(Problem description): Below this line is a set of entries; quote exactly the lines from the line that contains "position:absolute; height:42px; border-radius:0px;" to the line that contains "position:absolute; width:18px; height:36px;", both lines included.

━━━ Records to process ━━━

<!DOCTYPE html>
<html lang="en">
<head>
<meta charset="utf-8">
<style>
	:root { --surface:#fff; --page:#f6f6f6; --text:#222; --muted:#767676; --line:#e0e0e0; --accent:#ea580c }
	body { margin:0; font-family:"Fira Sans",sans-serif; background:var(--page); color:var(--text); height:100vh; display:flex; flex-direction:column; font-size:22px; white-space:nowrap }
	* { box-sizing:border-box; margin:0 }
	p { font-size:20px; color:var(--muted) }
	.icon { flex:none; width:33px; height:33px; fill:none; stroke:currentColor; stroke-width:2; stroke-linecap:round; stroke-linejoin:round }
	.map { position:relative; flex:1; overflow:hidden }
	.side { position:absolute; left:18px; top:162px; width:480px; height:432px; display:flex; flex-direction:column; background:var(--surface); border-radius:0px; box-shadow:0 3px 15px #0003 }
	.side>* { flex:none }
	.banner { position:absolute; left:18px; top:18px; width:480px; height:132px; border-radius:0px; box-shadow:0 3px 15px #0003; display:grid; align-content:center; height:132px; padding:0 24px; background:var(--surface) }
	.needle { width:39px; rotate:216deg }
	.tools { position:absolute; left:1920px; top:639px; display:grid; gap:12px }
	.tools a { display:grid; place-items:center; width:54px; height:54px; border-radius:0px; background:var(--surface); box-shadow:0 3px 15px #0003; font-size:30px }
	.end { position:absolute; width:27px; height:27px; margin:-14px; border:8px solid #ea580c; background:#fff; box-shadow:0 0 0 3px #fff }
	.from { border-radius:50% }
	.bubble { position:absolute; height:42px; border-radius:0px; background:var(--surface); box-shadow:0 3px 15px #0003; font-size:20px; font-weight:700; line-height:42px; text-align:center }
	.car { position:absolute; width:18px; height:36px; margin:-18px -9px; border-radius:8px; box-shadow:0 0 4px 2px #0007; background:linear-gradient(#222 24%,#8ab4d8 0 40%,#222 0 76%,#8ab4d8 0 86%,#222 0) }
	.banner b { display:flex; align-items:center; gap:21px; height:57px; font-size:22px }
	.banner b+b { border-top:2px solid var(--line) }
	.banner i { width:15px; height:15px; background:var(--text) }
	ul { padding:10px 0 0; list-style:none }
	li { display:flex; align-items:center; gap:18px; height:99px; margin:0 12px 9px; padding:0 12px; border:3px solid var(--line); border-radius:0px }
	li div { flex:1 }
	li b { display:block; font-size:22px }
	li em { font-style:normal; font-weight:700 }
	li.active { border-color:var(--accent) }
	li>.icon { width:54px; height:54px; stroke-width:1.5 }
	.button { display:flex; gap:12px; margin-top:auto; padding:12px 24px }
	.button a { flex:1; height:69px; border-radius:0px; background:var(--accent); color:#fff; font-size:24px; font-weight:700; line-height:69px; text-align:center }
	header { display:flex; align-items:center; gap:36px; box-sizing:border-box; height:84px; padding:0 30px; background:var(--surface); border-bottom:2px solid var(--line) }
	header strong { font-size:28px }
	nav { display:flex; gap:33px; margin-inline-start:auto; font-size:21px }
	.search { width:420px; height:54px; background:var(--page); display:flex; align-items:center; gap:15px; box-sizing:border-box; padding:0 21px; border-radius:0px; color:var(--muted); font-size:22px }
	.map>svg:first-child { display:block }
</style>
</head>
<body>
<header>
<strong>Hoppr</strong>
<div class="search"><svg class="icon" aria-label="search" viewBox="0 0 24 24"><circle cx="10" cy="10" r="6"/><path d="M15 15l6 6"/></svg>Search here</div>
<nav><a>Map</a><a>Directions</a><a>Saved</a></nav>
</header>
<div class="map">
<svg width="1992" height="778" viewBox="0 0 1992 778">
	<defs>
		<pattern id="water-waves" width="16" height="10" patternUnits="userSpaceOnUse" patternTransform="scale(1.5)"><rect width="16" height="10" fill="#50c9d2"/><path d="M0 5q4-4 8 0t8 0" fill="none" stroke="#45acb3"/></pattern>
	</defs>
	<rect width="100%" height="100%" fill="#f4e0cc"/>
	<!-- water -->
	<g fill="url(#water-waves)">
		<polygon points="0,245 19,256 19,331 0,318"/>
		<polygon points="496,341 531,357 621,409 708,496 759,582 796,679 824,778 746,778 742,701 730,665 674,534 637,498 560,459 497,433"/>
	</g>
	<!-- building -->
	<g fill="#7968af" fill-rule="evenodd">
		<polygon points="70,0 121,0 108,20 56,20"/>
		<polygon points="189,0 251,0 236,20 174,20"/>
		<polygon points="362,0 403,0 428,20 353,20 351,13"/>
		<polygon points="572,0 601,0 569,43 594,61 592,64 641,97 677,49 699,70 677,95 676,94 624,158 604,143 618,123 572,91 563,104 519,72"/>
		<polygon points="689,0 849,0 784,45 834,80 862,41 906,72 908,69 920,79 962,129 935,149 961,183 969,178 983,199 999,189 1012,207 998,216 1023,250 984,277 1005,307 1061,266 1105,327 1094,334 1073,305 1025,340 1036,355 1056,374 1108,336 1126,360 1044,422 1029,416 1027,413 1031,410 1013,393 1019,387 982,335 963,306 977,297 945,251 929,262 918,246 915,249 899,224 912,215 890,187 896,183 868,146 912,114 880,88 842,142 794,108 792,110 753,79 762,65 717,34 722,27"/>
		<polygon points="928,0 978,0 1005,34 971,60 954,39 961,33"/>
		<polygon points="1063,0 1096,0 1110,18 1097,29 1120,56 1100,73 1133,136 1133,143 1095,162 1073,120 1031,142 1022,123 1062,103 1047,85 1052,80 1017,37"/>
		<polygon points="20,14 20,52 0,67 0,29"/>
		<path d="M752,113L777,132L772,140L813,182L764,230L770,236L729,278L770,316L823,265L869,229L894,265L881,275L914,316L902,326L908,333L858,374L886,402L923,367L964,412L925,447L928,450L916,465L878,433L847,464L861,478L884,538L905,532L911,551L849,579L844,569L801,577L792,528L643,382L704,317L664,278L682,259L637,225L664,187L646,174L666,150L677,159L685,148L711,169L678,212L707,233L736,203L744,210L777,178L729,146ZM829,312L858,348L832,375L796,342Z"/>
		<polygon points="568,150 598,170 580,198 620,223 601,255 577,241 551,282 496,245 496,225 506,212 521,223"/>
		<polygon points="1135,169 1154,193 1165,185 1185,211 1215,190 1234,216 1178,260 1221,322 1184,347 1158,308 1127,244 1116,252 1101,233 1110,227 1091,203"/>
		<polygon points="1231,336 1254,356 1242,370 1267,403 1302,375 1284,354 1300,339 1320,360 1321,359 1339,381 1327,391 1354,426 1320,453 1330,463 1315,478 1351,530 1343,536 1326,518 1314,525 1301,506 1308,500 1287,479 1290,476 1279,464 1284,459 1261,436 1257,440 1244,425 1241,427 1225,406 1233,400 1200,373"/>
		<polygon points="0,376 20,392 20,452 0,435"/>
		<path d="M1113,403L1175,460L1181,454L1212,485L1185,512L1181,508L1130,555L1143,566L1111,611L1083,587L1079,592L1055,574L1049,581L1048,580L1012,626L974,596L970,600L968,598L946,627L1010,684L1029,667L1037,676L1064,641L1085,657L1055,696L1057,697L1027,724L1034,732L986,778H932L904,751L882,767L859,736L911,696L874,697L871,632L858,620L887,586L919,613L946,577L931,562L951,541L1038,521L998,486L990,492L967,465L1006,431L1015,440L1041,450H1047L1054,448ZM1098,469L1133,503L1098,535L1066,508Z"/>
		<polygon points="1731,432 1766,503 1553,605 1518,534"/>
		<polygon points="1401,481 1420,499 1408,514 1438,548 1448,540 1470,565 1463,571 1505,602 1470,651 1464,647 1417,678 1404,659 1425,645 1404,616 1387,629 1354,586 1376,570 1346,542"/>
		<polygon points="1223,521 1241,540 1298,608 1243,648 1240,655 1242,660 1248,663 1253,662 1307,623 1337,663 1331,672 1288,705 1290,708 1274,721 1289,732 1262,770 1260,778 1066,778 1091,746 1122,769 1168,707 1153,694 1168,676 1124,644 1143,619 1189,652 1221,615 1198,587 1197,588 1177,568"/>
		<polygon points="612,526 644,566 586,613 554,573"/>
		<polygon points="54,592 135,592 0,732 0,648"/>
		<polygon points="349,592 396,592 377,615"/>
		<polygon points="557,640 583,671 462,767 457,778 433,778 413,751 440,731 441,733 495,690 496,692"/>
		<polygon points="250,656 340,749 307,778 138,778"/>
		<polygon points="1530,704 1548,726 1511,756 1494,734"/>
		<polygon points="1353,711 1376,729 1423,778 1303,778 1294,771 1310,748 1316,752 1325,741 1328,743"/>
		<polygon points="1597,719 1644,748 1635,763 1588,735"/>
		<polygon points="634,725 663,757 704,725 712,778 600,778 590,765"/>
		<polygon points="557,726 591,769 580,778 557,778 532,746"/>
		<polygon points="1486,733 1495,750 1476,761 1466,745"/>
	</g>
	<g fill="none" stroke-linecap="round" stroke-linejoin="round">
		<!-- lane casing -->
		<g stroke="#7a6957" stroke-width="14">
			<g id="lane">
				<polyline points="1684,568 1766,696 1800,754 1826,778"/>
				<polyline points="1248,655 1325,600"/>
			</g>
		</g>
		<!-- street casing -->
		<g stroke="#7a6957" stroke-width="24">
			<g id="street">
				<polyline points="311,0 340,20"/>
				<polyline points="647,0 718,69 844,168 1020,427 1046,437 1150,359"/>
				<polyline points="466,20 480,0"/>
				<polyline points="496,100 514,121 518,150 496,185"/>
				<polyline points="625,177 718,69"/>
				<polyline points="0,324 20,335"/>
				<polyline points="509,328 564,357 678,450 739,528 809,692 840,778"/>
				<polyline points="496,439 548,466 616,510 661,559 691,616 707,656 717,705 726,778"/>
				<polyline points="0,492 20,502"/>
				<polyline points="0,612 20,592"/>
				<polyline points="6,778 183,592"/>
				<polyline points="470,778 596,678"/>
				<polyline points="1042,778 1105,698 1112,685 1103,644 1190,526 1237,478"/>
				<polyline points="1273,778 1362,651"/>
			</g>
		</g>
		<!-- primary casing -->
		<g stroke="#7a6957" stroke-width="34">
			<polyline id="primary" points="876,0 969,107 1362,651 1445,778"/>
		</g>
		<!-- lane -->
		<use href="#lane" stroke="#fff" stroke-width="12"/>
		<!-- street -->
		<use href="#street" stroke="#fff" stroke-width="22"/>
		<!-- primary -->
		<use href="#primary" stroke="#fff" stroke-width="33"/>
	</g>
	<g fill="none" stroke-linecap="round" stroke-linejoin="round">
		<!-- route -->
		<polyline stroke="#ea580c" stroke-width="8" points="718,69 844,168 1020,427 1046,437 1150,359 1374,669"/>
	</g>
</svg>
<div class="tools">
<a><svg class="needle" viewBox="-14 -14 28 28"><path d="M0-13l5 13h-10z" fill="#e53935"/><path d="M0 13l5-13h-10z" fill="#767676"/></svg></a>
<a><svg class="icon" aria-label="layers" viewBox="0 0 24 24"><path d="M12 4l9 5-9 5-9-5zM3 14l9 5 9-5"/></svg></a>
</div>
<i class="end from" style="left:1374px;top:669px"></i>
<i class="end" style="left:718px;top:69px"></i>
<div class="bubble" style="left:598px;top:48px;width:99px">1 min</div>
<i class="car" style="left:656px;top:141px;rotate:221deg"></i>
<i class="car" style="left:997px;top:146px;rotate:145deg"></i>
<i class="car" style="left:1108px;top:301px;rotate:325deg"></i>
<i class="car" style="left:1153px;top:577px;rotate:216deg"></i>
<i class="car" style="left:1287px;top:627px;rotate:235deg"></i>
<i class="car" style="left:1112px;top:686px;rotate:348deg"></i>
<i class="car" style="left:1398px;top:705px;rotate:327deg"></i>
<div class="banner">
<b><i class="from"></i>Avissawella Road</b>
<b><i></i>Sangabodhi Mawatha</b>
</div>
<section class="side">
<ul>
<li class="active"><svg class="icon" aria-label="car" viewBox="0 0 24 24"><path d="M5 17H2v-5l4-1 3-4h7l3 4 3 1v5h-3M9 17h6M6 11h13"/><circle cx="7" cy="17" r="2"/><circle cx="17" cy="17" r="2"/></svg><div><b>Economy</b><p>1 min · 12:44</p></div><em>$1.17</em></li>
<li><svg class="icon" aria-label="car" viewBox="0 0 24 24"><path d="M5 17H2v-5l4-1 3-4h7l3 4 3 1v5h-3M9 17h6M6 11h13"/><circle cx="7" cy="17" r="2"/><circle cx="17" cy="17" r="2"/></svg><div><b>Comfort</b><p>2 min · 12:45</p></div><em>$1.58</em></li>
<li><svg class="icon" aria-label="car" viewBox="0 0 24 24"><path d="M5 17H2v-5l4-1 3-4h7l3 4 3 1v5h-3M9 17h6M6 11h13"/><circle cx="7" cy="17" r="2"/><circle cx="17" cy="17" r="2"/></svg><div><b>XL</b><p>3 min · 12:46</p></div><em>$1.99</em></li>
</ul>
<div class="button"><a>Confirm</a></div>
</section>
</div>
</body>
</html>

━━━

(Task output):
	.bubble { position:absolute; height:42px; border-radius:0px; background:var(--surface); box-shadow:0 3px 15px #0003; font-size:20px; font-weight:700; line-height:42px; text-align:center }
	.car { position:absolute; width:18px; height:36px; margin:-18px -9px; border-radius:8px; box-shadow:0 0 4px 2px #0007; background:linear-gradient(#222 24%,#8ab4d8 0 40%,#222 0 76%,#8ab4d8 0 86%,#222 0) }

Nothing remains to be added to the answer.